James was different, very different. He mopped up all that Mr. Bullace could tell him about the people: how this village chief was a reliable man; how another was suspected of backslidings; a third, regrettably, a thief. James took shorthand notes in a penny exercise-book. But he couldn’t help noticing how ill and haggard Mr. Bullace looked.

“The work has told on you,” he said.

Yes, Mr. Bullace admitted, the work had told on him. “But you,” he said, “will not be so lonely. Loneliness counts for a lot. That and fever. Have you plenty of quinine?”

“I am ready to face that sort of thing,” said James. “One reckons with that from the start.” He even glowed in anticipation. He would have blessed malaria as a means to salvation. Eva, listening to his enthusiasms, and what she took to be Mr. Bullace’s gently evasive replies, smiled to herself. She wondered where she came in.

CHAPTER II

I

Next morning Mr. Bullace left them. There wasn’t really anything suspicious about his haste; for if he hadn’t gone down the line that day he would have had to forfeit a month or more of his leave by missing the boat. From the railway the two Burwartons set off northward. Luguru was distant six days’ safari: in other words, between seventy and eighty miles.

Of course this journey was very wonderful for Eva. I suppose there is no existence more delightful than that of the wanderer in Africa, in fair weather, particularly in these highlands, where the nights are always cool, and the grassy plains all golden in the early morning when most of the journeying is done. To these dwellers in the cloudy Severn valley was given a new intoxication of sunlight, of endless smiling days. And the evenings were as wonderful as the earlier hours; for then the land sighed, as with relief from a surfeit of happiness; when night unfolded a sky of unusual richness decked with strange lights more brilliant than the misty starshine of home. James Burwarton too was sensitive to the magnificence of these. From a friend at “college” he had picked up a few of the names of Northern constellations; but many of these stars troubled him by their strangeness. The brother and sister sat together alone in the dark watching the sky. Alone in the middle of Africa. James’ imagination struggled with the idea. “To think,” he said, “that even the stars are different. One might be in another world.” Adventure enough for the most exacting of devotees! The sight of this starry beauty filled him with a desire to moralise. With Eva it was quite different. To her their loveliness and strangeness were self-sufficient. “I think,” she said, “that I simply moved along in a sort of dream. I couldn’t pretend to take it all in then, but now I seem to remember every step of it.”

That was one of the characteristics of the girl which I quickly discovered: she had an almost infallible sense of country—a rare thing in a woman. Thanks to this, I have now almost as clear a conception of the Luguru mission and its surroundings as if I had been there myself. The lie of the whole land was implicit in her account of their first arrival there.

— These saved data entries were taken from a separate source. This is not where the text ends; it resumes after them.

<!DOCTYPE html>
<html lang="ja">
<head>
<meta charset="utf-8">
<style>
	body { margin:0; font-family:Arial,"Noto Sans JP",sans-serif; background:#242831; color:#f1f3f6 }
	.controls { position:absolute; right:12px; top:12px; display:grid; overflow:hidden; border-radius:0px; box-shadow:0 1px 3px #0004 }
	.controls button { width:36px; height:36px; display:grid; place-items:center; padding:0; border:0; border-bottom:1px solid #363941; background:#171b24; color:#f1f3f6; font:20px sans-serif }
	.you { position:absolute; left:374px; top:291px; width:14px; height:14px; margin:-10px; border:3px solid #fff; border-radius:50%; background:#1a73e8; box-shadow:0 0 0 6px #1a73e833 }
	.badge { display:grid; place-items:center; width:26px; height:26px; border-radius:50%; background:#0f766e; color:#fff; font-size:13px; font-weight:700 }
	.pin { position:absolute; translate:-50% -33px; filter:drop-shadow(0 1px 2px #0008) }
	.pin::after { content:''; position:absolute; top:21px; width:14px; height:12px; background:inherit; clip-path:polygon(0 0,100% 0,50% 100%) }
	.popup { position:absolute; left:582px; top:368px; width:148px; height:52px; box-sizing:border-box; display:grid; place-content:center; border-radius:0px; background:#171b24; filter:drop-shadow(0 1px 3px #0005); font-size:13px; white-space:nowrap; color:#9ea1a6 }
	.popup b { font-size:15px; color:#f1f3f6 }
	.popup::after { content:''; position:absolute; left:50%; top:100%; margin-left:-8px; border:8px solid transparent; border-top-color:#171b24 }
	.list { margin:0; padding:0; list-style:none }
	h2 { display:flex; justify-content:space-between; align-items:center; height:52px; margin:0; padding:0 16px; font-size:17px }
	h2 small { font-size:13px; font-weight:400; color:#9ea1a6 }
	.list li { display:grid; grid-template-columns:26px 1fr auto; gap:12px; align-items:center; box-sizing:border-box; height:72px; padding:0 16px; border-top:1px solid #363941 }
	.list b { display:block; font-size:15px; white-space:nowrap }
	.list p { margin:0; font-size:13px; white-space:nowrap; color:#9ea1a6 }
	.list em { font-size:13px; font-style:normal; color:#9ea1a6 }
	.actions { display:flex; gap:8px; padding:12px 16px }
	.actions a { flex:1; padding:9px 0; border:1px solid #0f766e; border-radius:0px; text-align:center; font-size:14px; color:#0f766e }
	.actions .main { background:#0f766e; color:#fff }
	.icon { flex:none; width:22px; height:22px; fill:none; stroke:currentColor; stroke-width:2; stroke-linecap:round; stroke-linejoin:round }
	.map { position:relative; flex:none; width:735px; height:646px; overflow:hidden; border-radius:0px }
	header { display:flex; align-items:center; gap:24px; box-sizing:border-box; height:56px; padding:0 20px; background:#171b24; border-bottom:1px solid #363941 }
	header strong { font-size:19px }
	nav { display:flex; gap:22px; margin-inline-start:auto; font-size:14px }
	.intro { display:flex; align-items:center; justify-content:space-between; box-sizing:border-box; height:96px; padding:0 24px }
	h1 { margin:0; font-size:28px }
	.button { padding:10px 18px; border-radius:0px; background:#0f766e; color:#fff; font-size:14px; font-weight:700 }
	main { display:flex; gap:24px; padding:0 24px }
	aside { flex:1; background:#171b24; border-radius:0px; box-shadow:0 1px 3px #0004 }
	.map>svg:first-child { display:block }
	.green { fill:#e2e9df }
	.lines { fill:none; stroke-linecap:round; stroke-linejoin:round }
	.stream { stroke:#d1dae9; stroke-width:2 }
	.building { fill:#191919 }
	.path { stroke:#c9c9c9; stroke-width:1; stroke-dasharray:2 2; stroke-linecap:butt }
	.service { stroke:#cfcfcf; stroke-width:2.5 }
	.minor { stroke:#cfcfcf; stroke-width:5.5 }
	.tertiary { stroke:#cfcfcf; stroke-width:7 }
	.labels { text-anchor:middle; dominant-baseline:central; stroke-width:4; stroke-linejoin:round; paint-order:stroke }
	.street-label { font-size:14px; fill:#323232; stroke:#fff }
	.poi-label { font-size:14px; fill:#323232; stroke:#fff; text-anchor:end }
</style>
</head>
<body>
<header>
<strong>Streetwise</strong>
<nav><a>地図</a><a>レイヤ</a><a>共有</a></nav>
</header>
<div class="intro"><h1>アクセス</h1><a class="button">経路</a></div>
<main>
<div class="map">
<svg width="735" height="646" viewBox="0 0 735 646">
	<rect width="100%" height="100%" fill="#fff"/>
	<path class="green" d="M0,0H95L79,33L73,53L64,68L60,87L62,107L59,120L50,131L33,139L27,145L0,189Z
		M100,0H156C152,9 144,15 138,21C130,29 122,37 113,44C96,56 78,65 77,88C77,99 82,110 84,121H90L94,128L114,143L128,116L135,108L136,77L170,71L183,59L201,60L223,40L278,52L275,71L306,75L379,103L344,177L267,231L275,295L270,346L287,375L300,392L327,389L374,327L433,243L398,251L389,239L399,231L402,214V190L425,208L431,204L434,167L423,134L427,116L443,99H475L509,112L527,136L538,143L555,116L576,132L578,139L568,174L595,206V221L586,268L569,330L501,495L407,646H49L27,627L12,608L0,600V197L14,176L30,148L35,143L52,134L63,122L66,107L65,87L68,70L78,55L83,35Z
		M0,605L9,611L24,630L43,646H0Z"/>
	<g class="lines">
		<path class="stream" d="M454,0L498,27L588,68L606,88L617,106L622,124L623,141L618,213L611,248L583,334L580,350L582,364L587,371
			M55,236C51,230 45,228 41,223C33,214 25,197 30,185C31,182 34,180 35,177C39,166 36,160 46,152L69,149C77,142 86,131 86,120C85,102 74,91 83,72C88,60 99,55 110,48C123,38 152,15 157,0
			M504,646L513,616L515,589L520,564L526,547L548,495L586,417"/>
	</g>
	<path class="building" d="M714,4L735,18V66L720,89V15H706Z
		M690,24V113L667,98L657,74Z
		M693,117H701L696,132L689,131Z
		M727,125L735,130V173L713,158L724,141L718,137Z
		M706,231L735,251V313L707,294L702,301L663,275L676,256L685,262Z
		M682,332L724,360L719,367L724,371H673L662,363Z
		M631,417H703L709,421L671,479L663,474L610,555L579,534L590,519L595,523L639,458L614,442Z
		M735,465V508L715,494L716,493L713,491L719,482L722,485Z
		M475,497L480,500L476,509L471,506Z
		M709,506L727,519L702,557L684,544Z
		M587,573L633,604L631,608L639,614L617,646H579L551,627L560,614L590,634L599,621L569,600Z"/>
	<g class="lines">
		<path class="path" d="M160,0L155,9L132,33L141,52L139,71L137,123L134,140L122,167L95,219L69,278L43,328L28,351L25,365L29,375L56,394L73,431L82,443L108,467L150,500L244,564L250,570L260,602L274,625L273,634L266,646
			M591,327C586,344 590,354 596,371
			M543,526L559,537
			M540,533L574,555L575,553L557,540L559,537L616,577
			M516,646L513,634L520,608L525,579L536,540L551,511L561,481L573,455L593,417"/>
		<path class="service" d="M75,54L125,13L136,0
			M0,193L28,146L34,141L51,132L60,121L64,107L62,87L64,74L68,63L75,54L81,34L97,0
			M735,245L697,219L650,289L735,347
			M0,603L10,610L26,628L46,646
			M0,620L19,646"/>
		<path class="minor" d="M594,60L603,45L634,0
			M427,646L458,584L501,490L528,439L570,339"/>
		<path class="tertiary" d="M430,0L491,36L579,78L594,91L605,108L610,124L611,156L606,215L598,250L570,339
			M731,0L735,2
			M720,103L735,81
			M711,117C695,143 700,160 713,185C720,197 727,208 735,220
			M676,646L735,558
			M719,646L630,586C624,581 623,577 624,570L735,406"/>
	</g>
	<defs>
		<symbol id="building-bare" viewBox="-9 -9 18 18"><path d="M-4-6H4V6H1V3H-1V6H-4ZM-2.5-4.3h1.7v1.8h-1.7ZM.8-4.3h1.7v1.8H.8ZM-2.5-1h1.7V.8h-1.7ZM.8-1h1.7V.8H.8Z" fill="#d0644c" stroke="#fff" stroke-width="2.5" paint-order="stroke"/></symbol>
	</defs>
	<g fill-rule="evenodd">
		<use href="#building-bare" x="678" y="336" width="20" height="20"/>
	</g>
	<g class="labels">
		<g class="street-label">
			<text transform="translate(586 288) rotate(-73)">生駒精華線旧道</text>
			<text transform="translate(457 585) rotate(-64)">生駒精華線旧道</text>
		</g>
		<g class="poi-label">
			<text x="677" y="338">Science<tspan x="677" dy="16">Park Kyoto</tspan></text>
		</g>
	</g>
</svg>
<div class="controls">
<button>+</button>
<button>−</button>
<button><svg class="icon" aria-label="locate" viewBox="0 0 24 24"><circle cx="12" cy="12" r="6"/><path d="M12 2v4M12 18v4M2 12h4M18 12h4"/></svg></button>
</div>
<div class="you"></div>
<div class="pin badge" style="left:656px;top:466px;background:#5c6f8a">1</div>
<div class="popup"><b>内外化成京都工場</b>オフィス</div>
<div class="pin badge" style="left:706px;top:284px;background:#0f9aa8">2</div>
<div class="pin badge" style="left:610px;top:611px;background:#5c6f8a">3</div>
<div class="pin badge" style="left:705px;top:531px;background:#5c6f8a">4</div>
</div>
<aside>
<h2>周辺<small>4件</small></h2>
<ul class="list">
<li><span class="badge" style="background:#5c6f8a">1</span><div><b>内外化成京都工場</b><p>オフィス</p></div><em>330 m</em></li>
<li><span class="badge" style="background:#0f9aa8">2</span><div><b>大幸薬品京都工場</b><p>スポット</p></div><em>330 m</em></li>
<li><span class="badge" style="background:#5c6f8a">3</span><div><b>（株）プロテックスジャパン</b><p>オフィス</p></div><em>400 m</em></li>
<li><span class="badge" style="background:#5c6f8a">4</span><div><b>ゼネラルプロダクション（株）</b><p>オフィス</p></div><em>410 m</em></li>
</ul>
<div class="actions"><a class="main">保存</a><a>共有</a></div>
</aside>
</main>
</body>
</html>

It was evening, she said—the sixth evening of their safari. All day long they had been pushing their way through moderately dense thorn bush. Awfully hot work it was, with the smell of an orangey sort of herb in the air: like oranges mixed with another scent . . . mint, or something of that kind. She was rather tired; for she had been walking most of the day, preferring that sort of fatigue to the sea-sickness of riding in a machila. All along the road the tsetses had been flicking at them as if they must bite or die, and Eva’s ankles were swollen with tick bites.